Studio album by Ricardo Arjona
- Released: 29 April 2014
- Genre: Latin pop
- Label: Metamorfosis, Warner Music
- Producer: Ricardo Arjona

Ricardo Arjona chronology
| Metamorfosis: En Vivo (2013) | Viaje (2014) | Apague la Luz y Escuche (2016) |

Singles from Viaje
- "Apnea" Released: 4 March 2014; "Lo Poco Que Tengo" Released: 22 April 2014; "Cisnes" Released: 21 April 2014;

= Viaje (Ricardo Arjona album) =

Viaje is the fourteenth Spanish-language studio album by Guatemalan singer-songwriter Ricardo Arjona. The album —the second independent release by Arjona after he was signed by Sony Music in 1993 and Warner Music in 2008— was released on 29 April 2014 by Arjona's own label, Metamorfosis. The album received a Latin Grammy Award nomination for Best Singer-Songwriter Album.

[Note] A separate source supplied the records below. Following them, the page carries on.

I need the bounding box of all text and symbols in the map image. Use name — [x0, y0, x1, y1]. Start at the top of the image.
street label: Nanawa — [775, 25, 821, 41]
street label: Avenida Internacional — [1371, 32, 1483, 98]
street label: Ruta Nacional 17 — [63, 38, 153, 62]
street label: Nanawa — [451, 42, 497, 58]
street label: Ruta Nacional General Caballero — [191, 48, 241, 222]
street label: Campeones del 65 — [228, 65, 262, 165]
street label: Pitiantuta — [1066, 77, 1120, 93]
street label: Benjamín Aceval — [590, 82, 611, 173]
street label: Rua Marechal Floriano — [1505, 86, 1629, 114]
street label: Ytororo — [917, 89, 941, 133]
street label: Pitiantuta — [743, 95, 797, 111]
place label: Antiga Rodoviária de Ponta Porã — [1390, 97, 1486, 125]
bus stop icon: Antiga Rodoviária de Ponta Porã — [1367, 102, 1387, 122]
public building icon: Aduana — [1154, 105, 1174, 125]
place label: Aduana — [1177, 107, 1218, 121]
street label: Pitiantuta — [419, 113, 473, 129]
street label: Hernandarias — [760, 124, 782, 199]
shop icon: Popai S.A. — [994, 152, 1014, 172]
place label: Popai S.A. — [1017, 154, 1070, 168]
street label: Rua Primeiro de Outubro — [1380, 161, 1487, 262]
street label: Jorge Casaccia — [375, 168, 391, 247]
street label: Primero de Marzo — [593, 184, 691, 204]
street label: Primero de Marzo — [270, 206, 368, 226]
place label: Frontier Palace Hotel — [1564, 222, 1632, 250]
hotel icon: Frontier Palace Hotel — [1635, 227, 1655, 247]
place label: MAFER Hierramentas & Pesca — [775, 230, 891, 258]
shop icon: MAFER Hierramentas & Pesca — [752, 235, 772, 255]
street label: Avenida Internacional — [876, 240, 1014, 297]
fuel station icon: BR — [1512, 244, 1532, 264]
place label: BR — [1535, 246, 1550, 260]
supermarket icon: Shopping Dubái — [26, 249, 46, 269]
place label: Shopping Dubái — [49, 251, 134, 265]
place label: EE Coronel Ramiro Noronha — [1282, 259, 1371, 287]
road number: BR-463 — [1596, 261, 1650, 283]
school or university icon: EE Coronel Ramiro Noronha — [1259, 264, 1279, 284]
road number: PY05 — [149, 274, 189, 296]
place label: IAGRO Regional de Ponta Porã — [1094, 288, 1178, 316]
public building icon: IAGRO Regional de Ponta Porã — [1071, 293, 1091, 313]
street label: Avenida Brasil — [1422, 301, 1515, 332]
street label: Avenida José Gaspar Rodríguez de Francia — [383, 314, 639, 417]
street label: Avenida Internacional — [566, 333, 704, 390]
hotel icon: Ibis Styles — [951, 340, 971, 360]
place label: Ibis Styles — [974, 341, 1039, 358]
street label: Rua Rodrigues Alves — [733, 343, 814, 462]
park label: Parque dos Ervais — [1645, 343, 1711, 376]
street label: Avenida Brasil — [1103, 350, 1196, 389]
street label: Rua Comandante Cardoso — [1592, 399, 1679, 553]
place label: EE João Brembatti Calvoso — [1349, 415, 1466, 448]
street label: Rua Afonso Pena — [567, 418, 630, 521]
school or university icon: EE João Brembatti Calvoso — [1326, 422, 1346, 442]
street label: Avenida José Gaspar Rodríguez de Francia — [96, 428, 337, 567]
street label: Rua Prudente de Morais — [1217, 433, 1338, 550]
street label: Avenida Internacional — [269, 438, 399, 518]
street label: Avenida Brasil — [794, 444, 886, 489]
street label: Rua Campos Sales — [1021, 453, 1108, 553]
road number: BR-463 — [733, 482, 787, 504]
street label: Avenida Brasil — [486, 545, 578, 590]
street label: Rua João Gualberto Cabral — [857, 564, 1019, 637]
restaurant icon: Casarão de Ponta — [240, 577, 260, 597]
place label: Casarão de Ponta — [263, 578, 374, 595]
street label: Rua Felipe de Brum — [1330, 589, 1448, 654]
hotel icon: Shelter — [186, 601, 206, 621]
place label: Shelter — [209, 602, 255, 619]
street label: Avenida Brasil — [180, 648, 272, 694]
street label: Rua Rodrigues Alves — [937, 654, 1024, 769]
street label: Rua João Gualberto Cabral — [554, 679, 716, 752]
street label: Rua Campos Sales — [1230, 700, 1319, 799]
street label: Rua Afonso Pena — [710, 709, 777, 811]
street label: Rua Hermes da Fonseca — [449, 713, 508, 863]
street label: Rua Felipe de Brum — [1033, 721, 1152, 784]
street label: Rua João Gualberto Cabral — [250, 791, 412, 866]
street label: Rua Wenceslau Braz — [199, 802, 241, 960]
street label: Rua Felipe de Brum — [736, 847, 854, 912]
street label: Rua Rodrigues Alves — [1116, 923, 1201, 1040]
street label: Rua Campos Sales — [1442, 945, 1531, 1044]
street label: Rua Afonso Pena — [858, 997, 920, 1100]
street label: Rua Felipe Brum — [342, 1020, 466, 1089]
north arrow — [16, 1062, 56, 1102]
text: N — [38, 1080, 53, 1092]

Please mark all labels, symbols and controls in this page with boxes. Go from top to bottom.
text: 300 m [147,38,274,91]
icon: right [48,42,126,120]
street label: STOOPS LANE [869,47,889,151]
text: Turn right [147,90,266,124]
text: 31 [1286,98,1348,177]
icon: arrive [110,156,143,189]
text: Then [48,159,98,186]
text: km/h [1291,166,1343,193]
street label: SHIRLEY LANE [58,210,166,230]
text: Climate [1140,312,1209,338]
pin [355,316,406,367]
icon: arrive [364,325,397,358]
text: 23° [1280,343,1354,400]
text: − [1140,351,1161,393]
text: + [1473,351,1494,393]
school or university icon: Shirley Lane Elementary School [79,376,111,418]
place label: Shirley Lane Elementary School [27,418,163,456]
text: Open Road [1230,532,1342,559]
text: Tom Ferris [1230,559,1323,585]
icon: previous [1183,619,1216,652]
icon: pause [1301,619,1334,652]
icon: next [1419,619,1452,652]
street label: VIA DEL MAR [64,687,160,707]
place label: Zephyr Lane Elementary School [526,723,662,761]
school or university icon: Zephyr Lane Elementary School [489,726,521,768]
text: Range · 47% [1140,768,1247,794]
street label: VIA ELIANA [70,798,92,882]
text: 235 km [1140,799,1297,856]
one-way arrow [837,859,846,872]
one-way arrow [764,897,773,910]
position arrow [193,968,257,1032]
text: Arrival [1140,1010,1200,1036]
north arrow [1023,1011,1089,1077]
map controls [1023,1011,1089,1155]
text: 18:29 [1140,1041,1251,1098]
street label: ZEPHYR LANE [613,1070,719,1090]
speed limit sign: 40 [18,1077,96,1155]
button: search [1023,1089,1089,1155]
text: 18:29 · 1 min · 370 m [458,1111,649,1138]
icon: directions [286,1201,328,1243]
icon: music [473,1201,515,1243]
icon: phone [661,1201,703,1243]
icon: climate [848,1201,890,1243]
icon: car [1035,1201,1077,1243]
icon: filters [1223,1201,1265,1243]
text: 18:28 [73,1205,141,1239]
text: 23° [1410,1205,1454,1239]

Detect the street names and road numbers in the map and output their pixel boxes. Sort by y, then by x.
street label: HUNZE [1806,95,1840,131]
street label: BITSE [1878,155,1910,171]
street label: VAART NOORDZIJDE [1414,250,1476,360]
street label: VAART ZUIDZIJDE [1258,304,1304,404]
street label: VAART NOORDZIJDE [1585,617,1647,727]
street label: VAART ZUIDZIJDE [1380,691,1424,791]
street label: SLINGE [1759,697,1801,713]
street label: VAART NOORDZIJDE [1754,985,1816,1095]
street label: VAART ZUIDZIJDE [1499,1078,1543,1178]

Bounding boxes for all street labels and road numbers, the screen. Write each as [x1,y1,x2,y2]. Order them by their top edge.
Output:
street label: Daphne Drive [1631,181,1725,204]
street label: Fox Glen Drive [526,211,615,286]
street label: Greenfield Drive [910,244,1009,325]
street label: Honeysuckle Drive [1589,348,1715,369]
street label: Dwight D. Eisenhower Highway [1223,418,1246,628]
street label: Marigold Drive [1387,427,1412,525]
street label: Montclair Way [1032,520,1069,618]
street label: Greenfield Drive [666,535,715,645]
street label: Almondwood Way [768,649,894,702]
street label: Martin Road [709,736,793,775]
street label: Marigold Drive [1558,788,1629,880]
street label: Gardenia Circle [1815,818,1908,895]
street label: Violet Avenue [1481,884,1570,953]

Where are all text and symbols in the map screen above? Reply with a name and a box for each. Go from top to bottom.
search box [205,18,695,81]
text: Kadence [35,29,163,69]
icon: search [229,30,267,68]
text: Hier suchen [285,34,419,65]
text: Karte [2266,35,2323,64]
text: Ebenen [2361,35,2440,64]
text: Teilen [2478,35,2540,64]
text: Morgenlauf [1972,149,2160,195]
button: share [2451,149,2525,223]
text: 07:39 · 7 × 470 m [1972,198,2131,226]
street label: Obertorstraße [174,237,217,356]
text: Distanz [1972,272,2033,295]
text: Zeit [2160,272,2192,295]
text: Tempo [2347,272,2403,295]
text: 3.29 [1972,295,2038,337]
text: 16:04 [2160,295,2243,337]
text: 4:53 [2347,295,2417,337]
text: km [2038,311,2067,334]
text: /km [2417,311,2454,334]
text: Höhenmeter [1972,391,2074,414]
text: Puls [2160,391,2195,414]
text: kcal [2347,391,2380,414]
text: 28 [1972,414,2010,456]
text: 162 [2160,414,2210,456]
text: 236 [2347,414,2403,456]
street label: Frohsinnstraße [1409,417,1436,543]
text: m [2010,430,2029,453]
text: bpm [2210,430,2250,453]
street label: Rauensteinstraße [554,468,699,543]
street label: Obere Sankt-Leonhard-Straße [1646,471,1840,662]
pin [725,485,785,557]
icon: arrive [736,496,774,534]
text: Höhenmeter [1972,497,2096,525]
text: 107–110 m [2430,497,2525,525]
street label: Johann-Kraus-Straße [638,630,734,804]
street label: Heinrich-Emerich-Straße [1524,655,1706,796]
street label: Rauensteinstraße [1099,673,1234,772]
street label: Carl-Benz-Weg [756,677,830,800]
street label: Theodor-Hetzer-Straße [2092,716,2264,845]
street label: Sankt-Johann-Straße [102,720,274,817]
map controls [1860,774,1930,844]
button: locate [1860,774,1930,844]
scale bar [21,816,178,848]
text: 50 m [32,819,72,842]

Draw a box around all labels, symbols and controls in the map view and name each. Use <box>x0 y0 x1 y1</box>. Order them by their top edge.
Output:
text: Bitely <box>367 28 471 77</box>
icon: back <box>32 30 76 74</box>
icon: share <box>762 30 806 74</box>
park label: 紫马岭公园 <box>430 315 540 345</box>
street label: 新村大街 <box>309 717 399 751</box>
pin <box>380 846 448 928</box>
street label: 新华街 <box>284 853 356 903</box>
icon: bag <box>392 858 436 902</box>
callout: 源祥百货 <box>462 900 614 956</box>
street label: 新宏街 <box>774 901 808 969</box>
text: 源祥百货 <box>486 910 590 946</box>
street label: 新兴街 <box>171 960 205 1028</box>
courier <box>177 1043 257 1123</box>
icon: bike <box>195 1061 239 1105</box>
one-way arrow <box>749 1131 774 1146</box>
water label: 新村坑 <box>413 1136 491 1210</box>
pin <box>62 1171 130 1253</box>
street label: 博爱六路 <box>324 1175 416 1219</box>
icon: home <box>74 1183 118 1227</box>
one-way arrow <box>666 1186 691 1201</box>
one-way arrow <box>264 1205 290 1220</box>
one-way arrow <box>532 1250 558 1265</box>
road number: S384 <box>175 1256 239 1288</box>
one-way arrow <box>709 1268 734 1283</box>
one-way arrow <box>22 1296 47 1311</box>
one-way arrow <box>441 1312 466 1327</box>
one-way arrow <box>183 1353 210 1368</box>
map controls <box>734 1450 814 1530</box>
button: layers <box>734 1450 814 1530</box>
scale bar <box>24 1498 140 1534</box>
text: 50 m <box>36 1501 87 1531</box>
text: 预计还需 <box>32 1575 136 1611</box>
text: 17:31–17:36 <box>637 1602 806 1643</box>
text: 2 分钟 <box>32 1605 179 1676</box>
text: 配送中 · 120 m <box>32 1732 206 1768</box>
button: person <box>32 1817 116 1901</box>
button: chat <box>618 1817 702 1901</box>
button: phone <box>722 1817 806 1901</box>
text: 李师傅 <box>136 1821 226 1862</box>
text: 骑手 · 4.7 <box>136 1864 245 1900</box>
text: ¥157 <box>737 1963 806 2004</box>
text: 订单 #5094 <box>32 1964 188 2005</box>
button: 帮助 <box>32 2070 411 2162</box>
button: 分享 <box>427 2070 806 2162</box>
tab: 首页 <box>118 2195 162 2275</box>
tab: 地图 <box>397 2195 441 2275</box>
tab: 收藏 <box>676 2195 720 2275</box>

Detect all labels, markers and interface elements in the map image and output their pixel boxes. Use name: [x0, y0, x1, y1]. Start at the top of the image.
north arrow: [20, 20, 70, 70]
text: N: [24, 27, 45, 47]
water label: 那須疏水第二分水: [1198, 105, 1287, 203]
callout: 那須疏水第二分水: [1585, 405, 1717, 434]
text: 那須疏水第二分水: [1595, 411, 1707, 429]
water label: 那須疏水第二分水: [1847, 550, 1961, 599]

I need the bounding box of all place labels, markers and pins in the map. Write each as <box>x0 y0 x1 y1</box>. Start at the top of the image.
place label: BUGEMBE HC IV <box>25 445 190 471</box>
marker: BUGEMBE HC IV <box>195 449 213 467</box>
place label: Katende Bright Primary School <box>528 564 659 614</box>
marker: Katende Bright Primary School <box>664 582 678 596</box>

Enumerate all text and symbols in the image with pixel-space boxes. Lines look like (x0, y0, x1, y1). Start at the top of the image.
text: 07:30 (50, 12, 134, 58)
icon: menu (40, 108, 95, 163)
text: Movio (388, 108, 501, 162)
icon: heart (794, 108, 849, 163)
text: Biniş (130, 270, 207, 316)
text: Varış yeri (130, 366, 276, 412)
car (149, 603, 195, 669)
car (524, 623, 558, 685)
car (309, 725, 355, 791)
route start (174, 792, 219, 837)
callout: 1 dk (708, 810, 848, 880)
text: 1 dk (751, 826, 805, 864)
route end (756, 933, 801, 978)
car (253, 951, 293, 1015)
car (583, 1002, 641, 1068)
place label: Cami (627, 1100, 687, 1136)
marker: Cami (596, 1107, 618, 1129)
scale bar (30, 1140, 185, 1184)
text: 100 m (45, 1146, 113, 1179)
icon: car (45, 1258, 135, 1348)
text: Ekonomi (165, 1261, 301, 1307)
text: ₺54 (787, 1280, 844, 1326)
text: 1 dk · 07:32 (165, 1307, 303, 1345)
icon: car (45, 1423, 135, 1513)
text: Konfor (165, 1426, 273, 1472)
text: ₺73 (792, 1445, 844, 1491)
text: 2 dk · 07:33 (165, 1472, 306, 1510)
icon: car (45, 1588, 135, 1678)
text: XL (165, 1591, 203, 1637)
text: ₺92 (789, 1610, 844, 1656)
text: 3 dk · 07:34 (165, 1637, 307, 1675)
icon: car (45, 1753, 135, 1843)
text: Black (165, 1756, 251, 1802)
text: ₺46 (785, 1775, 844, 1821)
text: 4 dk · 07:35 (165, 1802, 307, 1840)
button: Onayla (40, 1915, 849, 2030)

The first single from Viaje is "Apnea", released on 4 March 2014.

Professional ratings
Review scores
| Source | Rating |
| AllMusic | Star |

== Track listing ==

| No. | Title | Length |
|---|---|---|
| 1. | "Lo Poco Que Tengo" | 3:53 |
| 2. | "Cavernicolas" | 4:49 |
| 3. | "Nube de luz" | 3:03 |
| 4. | "Apnea" | 4:06 |
| 5. | "Viaje" | 3:57 |
| 6. | "Soldado raso" | 3:39 |
| 7. | "Vives para morir" | 3:28 |
| 8. | "Tu fantasma" | 3:56 |
| 9. | "A la luna en bicicleta" | 3:31 |
| 10. | "Piel pecado" | 4:00 |
| 11. | "Invertebrado" | 5:04 |
| 12. | "Tu boca" | 3:16 |
| 13. | "Pedigri" | 3:53 |
| 14. | "Cisnes" | 4:45 |

==Charts==

===Weekly charts===

| Chart (2014) | Peak position |
|---|---|
| Argentine Albums (CAPIF) | 1 |
| Ecuadorian Albums (Musicalisimo) | 3 |
| Mexican Albums (AMPROFON) | 3 |
| Spanish Albums (PROMUSICAE) | 47 |
| Uruguayan Albums (CUD) | 1 |
| US Billboard 200 | 35 |
| US Top Latin Albums (Billboard) | 1 |
| US Latin Pop Albums (Billboard) | 1 |
| Venezuelan Albums (Recordland) | 1 |

===Year-end charts===

| Chart (2014) | Position |
|---|---|
| Mexican Albums (AMPROFON) | 15 |
| US Latin Albums | 11 |
| US Latin Pop Albums | 4 |
| Chart (2015) | Position |
| US Latin Albums | 66 |
| US Latin Pop Albums | 15 |

===Certifications===

| Region | Certification | Certified units/sales |
| Mexico (AMPROFON) | 2× Platinum | 120,000^{‡} |
| United States (RIAA) | Gold (Latin) | 30,000^{^} |
| Venezuela (APFV) | 2× Platinum | 20,000 |
^{^} Shipments figures based on certification alone. ^{‡} Sales+streaming figures based on certification alone.